> Source records
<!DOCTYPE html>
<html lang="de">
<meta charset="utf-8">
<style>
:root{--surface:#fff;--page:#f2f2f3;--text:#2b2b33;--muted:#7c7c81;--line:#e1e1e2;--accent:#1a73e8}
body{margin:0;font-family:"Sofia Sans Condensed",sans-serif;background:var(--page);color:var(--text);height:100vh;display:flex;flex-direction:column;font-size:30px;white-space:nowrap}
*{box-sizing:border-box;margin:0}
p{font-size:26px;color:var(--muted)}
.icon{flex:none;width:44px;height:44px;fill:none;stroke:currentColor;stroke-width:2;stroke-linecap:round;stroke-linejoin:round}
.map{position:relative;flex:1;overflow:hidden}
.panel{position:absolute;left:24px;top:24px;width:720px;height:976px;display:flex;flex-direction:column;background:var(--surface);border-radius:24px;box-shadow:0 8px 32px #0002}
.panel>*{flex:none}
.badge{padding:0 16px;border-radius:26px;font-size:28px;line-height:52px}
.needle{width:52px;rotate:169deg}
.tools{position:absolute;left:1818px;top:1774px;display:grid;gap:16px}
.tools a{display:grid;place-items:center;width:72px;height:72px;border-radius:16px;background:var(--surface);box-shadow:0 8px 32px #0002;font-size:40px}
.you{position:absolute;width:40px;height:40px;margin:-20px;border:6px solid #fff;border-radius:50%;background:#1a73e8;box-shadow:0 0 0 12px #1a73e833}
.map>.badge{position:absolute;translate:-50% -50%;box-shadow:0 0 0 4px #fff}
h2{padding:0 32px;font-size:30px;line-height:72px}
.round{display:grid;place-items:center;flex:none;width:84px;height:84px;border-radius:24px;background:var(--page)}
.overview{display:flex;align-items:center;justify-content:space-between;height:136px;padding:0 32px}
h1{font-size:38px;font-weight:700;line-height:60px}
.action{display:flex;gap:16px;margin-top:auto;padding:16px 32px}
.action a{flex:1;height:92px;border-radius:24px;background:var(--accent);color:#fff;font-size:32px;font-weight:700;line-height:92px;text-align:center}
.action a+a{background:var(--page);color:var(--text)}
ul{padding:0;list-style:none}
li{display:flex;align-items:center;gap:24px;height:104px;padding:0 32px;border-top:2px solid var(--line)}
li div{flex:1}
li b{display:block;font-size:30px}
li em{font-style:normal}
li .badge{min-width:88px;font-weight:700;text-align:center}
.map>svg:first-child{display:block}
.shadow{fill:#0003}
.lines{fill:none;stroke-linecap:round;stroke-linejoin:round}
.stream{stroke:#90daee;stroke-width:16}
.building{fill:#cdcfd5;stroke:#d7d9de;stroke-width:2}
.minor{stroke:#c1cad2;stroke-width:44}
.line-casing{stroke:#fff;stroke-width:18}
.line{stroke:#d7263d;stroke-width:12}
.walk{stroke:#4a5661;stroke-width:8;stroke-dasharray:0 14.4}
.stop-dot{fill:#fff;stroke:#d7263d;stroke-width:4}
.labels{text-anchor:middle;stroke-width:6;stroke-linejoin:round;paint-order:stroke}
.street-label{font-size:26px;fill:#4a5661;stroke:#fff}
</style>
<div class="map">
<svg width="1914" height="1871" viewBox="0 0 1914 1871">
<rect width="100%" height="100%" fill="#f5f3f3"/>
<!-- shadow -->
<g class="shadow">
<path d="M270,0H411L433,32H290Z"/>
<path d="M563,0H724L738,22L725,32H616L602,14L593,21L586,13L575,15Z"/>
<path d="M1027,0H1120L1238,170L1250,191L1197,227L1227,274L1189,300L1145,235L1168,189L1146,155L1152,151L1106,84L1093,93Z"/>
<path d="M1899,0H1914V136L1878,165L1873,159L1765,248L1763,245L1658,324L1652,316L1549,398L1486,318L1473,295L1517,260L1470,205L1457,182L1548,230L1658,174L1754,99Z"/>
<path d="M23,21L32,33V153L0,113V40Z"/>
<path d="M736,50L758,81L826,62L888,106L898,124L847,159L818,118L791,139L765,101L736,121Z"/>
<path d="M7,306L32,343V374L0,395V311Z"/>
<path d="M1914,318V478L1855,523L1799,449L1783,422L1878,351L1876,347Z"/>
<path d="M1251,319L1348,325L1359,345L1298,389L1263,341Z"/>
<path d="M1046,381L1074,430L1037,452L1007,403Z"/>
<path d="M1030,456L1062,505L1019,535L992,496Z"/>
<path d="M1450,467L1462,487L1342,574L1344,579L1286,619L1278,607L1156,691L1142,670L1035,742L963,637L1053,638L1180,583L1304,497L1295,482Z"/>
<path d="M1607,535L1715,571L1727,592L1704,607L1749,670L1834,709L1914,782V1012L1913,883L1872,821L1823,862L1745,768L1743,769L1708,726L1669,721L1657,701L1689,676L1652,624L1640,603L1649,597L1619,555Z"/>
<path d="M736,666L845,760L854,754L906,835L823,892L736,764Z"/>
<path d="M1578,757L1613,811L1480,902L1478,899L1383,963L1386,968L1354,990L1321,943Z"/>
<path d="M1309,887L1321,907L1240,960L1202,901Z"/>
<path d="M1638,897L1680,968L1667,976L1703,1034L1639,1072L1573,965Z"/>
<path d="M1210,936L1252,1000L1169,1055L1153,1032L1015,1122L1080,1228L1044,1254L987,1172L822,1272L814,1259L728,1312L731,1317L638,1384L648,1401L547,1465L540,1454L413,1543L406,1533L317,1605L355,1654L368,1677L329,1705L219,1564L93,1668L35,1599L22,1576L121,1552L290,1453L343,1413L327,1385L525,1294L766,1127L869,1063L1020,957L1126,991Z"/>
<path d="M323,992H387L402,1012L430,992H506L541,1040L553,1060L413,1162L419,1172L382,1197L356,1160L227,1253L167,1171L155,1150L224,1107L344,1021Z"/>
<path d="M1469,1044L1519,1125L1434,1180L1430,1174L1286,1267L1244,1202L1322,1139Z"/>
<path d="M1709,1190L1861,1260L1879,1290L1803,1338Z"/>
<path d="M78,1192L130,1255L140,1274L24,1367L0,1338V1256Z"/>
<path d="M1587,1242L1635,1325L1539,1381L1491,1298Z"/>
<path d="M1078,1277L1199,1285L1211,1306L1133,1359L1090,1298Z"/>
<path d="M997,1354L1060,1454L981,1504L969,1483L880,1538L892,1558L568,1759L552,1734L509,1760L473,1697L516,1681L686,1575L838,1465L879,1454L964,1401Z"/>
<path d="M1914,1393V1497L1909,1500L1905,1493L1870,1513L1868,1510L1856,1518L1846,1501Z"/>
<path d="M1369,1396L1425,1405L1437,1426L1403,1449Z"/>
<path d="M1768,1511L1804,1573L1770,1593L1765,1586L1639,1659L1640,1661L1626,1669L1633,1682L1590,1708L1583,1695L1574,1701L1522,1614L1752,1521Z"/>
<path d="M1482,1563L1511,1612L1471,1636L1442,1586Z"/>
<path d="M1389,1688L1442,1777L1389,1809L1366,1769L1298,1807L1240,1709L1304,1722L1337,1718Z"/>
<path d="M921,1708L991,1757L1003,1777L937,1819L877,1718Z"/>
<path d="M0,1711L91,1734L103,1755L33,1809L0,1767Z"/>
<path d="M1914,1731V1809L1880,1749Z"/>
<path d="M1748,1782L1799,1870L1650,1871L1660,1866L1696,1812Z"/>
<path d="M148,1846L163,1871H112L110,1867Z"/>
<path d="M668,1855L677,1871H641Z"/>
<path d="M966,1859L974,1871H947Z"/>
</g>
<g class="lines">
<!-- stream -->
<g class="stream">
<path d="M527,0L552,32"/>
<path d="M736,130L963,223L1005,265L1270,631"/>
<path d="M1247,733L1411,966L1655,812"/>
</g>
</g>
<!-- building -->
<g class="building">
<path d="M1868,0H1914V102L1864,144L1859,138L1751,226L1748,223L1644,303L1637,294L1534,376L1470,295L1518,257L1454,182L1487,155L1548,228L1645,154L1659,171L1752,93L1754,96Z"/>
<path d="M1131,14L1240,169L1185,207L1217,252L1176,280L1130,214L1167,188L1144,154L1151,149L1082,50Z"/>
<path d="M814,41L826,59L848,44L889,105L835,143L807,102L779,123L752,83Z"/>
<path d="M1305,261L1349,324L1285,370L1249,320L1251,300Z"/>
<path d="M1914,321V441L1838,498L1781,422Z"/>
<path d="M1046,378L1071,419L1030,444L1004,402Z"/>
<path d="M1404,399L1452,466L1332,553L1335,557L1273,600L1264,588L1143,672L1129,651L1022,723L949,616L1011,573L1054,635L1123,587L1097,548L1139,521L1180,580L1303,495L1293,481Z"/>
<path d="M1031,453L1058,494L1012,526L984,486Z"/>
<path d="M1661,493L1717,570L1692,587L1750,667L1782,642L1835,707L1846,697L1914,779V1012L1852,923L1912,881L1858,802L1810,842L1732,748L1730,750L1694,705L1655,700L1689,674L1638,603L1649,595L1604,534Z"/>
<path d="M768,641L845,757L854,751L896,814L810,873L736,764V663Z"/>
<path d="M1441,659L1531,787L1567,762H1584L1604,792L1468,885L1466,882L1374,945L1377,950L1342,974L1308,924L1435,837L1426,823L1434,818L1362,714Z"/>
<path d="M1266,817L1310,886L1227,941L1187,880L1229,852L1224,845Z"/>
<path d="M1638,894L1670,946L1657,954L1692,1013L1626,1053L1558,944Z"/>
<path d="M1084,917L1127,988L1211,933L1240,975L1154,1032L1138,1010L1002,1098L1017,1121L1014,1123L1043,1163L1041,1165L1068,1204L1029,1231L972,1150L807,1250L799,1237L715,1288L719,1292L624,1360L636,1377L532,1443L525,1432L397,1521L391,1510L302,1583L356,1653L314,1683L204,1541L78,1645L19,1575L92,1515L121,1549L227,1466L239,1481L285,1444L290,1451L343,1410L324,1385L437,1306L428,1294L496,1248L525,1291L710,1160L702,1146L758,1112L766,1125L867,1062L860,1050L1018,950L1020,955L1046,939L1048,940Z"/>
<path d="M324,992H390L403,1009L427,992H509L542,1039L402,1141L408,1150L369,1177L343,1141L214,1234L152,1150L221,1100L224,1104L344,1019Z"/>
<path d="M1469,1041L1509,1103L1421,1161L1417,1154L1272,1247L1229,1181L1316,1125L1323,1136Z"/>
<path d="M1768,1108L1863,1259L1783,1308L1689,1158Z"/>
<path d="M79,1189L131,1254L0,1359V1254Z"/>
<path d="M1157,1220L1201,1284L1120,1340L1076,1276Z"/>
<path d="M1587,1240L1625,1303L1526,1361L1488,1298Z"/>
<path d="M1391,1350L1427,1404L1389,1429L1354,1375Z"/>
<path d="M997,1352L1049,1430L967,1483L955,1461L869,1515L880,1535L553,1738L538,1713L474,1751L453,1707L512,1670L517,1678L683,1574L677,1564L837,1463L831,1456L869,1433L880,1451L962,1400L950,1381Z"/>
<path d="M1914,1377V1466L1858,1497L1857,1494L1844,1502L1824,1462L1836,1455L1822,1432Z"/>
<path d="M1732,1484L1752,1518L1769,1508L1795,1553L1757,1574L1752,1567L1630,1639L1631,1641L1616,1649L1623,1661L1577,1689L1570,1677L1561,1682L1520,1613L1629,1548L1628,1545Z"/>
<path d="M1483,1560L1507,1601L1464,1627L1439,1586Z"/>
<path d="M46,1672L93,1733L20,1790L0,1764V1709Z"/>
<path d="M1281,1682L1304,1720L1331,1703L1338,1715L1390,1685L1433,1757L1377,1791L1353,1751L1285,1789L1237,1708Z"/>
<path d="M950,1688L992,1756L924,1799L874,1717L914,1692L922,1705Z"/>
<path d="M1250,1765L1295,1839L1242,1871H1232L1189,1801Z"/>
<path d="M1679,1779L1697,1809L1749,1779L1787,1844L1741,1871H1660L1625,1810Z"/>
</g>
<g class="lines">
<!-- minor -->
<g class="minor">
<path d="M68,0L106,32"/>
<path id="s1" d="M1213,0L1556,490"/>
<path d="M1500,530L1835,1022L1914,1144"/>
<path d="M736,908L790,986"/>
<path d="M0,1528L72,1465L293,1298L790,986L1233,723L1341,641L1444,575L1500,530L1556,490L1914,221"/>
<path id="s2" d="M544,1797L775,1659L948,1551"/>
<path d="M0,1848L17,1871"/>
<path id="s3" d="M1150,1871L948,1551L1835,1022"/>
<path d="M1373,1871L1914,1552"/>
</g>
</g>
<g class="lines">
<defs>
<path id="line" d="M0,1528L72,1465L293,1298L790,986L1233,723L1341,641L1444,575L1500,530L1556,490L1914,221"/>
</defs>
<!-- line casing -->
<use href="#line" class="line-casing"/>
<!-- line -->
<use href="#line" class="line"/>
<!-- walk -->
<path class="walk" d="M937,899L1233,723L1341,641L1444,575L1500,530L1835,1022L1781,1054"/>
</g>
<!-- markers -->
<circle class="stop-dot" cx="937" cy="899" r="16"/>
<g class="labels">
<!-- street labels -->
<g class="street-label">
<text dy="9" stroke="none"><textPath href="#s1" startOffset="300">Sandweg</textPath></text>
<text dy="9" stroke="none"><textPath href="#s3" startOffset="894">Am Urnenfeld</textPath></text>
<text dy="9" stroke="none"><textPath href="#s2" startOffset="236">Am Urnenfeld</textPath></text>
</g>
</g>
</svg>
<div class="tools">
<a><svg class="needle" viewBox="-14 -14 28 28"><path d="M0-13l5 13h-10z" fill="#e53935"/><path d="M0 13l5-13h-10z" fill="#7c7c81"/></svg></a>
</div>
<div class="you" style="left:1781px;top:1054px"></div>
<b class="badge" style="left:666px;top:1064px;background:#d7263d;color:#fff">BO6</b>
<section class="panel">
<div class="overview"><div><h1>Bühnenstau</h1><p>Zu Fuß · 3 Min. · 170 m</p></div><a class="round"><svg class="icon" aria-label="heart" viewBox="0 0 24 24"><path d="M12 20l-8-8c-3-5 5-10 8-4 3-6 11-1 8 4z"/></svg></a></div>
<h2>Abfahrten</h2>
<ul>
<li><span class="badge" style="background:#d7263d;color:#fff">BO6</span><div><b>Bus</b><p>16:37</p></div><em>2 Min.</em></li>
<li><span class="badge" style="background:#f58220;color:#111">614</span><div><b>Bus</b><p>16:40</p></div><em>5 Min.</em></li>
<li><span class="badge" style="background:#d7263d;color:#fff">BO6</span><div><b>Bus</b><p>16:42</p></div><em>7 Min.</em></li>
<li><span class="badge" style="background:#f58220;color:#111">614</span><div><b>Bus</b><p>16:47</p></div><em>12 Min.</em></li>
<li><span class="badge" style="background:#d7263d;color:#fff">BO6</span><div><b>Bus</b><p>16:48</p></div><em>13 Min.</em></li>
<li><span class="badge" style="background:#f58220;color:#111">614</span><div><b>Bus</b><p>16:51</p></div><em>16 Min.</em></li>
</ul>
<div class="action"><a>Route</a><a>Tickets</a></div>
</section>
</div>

> Work instruction
Collect every line from the records above that contains the word "column".

> Answer space
body{margin:0;font-family:"Sofia Sans Condensed",sans-serif;background:var(--page);color:var(--text);height:100vh;display:flex;flex-direction:column;font-size:30px;white-space:nowrap}
.panel{position:absolute;left:24px;top:24px;width:720px;height:976px;display:flex;flex-direction:column;background:var(--surface);border-radius:24px;box-shadow:0 8px 32px #0002}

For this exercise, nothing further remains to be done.